* [Task requirements]: Below are records; give the number of their lines that hold the word "flex", and write nothing more.

* [Information shown]:
-------

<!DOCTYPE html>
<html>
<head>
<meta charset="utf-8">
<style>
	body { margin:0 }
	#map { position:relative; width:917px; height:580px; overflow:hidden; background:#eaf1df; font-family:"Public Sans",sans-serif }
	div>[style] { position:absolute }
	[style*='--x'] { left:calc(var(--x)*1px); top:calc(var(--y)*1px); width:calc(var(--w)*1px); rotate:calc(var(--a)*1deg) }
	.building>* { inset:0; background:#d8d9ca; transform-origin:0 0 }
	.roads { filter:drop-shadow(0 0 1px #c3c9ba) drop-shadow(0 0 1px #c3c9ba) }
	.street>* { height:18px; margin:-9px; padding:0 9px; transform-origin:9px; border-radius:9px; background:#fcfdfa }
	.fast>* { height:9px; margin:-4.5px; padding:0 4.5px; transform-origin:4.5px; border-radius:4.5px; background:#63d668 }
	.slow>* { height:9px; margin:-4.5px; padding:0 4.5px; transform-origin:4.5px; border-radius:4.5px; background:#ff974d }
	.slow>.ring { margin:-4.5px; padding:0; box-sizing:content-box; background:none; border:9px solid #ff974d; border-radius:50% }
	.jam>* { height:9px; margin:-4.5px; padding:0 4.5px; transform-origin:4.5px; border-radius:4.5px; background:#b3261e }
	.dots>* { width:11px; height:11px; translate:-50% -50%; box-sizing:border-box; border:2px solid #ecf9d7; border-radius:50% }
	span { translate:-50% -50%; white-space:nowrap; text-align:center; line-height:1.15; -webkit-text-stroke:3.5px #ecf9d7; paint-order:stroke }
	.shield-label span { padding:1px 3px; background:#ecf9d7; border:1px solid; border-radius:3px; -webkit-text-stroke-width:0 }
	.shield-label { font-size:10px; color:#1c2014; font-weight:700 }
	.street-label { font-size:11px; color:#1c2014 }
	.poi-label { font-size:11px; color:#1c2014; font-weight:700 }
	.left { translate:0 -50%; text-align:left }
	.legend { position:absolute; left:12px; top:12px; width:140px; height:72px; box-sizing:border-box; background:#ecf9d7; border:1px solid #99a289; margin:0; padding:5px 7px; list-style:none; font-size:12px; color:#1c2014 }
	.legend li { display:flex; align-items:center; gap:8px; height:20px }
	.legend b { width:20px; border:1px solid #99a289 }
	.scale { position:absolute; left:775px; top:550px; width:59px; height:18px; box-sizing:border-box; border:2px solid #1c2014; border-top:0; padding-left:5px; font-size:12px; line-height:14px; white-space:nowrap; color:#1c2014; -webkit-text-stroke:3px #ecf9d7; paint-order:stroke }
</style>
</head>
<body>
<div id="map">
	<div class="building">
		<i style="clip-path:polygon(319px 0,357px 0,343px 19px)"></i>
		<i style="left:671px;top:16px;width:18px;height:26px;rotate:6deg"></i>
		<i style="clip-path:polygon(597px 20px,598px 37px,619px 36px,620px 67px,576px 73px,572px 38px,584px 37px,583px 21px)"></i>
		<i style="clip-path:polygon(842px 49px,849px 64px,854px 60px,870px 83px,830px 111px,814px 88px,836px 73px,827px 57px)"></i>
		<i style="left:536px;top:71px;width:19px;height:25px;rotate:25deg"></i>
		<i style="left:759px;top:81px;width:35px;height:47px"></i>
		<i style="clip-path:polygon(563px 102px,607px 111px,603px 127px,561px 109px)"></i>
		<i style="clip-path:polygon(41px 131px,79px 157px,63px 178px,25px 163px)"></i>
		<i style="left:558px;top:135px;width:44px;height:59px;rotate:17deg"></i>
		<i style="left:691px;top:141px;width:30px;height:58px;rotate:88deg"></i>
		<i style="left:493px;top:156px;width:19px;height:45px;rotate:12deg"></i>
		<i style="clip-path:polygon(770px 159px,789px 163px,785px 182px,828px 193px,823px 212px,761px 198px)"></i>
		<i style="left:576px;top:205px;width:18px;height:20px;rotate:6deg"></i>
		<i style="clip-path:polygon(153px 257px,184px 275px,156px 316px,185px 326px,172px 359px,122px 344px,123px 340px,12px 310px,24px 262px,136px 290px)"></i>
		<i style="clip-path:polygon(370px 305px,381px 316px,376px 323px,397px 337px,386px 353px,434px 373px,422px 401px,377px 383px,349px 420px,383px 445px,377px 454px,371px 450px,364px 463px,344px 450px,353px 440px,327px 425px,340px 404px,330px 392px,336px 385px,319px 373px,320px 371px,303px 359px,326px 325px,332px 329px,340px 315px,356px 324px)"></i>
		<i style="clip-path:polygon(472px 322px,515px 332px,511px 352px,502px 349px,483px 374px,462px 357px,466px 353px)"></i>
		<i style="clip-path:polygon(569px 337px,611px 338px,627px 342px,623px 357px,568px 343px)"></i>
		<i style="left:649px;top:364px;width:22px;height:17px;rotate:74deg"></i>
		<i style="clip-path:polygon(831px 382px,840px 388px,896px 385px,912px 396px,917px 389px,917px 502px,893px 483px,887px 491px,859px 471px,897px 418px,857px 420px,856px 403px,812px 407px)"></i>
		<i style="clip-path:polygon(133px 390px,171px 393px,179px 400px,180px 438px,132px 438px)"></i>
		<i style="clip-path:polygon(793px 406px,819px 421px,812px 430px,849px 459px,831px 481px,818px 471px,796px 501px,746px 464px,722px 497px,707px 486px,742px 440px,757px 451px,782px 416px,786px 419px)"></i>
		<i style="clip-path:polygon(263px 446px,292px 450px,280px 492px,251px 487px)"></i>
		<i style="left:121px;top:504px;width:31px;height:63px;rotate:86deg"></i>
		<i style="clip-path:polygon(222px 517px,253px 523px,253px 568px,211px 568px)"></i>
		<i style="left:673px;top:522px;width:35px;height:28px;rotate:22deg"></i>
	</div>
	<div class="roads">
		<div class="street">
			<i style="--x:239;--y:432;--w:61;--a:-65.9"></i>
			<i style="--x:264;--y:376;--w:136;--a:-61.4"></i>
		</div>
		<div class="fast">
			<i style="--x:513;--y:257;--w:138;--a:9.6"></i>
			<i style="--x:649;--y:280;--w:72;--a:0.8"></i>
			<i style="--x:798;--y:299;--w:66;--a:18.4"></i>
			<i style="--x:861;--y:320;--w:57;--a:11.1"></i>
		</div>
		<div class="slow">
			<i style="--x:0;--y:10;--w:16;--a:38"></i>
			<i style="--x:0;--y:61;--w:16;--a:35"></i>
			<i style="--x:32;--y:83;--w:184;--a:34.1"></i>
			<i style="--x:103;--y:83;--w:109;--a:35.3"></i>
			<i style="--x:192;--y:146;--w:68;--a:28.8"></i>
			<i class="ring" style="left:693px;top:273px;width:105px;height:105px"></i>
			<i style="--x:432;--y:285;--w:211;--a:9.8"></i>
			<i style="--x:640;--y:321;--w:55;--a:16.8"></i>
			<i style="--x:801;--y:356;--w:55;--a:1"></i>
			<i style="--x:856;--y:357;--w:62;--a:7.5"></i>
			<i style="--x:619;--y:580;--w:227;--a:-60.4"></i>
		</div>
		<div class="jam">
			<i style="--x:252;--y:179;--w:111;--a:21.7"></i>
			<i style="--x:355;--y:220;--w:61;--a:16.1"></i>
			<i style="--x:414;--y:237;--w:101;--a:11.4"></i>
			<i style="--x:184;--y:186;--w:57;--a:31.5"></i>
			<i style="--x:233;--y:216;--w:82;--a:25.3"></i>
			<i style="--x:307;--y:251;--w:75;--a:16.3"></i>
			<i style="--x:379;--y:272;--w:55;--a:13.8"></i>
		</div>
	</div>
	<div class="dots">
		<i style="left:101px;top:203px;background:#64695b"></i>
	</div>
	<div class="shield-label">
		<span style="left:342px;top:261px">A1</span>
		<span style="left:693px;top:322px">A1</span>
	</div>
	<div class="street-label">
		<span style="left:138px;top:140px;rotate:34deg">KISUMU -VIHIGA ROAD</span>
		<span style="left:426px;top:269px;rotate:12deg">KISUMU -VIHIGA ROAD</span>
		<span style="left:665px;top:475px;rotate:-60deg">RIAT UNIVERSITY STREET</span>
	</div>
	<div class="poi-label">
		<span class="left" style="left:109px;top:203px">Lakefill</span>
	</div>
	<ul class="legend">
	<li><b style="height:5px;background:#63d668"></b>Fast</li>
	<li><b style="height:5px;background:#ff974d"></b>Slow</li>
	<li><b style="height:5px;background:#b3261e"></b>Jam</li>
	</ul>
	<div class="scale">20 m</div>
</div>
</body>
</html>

-------

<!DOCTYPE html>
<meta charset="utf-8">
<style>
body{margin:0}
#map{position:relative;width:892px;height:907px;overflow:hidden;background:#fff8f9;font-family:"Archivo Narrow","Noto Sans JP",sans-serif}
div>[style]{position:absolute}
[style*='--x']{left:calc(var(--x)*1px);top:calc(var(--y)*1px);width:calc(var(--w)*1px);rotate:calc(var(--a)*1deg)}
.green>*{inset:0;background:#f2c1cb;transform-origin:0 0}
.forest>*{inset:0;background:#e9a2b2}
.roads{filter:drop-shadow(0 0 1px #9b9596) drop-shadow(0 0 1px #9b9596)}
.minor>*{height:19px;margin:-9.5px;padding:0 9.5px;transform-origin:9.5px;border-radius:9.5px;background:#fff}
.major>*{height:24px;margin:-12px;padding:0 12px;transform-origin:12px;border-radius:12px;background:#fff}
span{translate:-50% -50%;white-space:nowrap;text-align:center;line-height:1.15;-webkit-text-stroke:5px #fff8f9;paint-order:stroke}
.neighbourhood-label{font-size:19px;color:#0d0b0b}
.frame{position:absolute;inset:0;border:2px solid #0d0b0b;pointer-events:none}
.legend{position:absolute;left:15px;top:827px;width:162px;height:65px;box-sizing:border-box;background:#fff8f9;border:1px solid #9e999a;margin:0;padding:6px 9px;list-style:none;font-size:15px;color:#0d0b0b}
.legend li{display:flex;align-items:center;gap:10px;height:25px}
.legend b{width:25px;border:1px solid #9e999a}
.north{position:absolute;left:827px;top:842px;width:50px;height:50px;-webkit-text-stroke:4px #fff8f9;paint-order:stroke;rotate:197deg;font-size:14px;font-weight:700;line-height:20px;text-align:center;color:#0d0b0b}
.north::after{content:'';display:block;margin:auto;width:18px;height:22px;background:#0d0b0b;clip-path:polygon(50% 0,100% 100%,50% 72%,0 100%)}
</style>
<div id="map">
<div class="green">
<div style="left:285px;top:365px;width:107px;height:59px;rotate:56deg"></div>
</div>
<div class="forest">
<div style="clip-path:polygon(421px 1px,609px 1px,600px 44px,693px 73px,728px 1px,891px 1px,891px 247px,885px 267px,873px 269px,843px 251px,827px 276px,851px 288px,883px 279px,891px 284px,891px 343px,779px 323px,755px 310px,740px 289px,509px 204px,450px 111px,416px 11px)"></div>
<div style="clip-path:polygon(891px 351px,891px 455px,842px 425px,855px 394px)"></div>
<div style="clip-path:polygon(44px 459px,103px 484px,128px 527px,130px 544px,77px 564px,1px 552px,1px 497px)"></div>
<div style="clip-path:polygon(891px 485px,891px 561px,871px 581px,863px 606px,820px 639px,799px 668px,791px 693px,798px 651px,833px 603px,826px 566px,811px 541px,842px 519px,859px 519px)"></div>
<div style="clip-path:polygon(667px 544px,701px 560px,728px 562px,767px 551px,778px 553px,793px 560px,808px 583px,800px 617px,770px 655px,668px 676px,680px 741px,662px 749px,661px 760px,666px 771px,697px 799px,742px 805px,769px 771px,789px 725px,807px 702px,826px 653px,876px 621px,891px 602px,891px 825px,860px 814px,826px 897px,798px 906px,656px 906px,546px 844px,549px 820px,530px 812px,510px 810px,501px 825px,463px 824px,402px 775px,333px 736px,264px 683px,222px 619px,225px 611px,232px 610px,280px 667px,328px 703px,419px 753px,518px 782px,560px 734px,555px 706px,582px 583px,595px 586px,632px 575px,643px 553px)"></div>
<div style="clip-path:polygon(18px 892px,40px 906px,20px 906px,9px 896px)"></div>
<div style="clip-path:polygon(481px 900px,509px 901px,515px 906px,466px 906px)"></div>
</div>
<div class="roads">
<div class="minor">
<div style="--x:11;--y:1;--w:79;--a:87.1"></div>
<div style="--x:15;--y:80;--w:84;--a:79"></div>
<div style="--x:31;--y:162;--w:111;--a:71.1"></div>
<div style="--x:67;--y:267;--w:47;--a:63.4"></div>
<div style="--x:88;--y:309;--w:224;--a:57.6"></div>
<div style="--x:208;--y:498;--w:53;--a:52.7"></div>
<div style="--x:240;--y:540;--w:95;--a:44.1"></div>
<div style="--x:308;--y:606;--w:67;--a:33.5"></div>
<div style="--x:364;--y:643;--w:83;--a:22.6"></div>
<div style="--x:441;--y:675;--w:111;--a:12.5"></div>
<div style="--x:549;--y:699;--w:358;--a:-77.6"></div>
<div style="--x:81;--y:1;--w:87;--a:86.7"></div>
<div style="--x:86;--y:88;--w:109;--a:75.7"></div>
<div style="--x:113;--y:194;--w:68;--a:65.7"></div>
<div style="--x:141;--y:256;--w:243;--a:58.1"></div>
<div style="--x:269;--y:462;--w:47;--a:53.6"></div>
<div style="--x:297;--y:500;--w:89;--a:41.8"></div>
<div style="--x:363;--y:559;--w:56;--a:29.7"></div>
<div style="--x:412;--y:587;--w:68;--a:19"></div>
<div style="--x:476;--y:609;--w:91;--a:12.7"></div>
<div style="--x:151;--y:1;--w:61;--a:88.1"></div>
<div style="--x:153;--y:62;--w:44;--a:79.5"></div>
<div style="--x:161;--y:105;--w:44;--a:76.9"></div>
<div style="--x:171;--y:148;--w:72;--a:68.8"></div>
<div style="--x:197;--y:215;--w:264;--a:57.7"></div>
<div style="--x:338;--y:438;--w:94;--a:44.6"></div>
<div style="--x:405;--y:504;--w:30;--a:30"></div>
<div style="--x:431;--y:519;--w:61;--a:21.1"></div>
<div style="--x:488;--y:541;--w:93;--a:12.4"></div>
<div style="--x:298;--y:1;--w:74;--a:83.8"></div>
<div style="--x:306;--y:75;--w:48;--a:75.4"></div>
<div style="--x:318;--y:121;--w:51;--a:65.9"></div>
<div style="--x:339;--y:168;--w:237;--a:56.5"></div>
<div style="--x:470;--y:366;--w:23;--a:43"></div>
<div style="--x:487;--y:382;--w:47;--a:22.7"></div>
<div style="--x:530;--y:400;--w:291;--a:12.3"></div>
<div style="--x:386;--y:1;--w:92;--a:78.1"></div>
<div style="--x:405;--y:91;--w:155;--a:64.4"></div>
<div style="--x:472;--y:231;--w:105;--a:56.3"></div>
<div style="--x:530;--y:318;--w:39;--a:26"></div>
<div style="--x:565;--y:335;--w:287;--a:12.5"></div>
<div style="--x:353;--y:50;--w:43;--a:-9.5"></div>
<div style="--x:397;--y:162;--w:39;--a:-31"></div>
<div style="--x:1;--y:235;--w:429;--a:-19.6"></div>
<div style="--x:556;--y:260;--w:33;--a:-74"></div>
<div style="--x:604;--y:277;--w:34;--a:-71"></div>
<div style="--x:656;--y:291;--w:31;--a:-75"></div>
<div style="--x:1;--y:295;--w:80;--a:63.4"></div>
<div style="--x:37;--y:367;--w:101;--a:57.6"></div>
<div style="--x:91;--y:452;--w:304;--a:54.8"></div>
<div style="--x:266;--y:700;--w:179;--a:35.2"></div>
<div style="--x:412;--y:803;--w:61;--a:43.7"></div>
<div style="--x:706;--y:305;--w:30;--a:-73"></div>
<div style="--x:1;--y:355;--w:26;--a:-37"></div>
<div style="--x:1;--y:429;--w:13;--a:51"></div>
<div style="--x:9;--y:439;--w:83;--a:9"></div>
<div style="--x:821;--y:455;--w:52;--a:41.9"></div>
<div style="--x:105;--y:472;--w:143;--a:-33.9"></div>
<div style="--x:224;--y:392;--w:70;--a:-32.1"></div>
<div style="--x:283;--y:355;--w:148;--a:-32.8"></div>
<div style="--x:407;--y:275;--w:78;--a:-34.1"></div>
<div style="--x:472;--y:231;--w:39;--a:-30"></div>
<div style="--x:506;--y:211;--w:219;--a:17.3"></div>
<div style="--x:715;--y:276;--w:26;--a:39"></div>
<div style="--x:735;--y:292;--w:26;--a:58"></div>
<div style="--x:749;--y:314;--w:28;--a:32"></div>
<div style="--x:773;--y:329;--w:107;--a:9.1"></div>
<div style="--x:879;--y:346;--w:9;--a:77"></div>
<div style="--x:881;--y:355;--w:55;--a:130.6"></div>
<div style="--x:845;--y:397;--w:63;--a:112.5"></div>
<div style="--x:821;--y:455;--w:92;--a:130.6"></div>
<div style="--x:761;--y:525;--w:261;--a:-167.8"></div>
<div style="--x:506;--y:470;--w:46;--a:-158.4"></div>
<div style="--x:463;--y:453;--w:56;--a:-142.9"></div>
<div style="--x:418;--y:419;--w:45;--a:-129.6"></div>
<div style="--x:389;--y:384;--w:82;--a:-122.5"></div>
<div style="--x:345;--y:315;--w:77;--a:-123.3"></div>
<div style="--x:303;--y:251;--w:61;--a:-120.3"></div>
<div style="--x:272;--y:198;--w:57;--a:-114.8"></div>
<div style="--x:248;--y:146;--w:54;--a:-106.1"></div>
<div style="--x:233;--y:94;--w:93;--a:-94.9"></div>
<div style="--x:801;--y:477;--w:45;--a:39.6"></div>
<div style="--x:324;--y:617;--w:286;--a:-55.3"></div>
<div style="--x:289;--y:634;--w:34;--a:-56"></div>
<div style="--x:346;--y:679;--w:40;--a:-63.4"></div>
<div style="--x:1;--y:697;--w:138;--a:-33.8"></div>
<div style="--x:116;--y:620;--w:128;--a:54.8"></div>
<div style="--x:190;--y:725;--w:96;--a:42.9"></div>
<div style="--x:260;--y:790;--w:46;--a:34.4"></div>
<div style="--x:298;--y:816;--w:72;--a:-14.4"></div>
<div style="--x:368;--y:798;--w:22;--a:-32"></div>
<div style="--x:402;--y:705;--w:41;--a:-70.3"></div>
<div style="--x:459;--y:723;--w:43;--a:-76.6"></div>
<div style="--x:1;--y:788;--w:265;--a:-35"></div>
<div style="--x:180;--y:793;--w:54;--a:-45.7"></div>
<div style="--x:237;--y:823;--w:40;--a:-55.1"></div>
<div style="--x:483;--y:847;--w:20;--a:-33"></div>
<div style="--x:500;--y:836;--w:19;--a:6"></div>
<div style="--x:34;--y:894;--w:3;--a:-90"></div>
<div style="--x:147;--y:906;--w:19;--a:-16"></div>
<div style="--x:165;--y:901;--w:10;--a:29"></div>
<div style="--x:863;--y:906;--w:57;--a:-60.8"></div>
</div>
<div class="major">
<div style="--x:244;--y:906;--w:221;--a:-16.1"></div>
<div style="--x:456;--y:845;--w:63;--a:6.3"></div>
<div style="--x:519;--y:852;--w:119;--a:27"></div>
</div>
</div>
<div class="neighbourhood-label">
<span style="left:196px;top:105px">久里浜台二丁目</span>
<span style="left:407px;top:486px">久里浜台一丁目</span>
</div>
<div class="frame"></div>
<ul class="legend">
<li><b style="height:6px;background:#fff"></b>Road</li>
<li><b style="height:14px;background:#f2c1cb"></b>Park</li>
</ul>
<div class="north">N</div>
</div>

-------

* [Solution to this problem]: 2